- WORK TO BE COMPLETED:
Reproduce exactly the lines from the top of the records below through the line holding "function fill(path, color)".

- Stored data:
[Start of Attachment]

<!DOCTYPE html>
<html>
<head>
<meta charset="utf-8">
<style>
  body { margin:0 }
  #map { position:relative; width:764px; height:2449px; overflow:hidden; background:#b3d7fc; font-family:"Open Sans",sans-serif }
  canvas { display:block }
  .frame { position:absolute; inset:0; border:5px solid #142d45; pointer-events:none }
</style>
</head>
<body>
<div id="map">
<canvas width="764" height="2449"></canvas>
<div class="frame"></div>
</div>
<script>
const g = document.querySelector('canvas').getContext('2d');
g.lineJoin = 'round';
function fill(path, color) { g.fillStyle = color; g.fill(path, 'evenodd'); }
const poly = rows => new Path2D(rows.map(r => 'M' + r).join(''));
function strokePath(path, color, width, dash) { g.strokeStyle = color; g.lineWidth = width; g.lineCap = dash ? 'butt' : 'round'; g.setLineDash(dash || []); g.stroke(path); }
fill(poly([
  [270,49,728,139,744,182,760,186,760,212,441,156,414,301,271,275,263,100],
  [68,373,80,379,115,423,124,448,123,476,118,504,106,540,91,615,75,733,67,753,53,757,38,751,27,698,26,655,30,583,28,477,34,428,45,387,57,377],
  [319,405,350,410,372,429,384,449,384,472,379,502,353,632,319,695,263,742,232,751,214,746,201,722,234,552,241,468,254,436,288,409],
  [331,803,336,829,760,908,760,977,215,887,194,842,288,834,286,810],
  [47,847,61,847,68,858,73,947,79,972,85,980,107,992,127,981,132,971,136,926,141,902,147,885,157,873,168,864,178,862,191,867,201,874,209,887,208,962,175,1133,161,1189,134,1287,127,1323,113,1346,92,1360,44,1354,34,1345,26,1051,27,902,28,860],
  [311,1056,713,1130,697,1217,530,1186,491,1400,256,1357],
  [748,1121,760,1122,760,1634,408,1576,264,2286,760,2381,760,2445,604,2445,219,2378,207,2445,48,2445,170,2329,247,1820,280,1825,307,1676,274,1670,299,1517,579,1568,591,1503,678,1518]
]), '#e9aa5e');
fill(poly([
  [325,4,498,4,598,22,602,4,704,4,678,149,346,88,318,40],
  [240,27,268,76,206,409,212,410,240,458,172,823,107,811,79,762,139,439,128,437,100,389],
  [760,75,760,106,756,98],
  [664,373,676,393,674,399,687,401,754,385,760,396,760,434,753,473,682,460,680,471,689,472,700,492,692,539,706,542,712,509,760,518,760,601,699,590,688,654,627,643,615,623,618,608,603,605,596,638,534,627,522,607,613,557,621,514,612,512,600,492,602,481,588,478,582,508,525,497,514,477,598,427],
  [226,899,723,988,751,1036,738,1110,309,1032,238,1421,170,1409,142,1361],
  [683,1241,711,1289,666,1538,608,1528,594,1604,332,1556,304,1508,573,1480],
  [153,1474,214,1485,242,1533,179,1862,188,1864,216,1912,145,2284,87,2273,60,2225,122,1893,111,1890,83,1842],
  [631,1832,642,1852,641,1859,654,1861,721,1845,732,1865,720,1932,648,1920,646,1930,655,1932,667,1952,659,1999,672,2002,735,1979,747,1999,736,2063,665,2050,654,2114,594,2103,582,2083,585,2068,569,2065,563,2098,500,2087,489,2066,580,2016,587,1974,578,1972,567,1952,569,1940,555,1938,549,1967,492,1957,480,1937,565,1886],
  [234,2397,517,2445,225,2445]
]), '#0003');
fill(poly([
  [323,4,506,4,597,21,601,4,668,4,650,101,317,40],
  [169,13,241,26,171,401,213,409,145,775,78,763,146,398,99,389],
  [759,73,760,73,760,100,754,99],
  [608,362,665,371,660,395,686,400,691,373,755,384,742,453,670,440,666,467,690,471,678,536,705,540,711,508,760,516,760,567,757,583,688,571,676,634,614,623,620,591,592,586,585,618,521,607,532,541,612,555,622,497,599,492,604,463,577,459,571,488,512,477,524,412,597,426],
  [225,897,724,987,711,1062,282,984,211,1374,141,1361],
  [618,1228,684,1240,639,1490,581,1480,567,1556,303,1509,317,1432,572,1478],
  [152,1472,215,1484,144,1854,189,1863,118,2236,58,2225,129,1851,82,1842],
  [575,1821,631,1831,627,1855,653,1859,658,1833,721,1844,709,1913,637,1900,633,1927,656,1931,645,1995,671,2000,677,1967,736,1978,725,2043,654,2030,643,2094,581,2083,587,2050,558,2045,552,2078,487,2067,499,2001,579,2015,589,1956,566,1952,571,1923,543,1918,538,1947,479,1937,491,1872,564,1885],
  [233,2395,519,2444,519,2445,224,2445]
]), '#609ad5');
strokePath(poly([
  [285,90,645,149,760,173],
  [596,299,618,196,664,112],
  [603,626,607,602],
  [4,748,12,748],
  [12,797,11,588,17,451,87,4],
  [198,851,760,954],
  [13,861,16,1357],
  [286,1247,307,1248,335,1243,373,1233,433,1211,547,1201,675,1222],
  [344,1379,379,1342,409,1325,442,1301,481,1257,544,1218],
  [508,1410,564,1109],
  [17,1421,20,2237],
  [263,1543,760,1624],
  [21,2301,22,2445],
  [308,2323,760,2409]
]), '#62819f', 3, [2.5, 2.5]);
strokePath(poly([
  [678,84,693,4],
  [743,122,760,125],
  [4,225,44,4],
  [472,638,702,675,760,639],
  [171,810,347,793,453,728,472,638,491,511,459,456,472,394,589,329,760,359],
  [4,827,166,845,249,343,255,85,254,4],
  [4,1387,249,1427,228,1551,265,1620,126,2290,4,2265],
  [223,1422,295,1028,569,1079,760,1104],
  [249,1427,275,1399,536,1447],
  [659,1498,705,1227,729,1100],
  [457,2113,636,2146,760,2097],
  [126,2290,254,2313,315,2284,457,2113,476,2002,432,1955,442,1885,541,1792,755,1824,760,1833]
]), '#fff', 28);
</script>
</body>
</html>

[End of Attachment]

- OUTPUT OF THE EXERCISE:
<!DOCTYPE html>
<html>
<head>
<meta charset="utf-8">
<style>
  body { margin:0 }
  #map { position:relative; width:764px; height:2449px; overflow:hidden; background:#b3d7fc; font-family:"Open Sans",sans-serif }
  canvas { display:block }
  .frame { position:absolute; inset:0; border:5px solid #142d45; pointer-events:none }
</style>
</head>
<body>
<div id="map">
<canvas width="764" height="2449"></canvas>
<div class="frame"></div>
</div>
<script>
const g = document.querySelector('canvas').getContext('2d');
g.lineJoin = 'round';
function fill(path, color) { g.fillStyle = color; g.fill(path, 'evenodd'); }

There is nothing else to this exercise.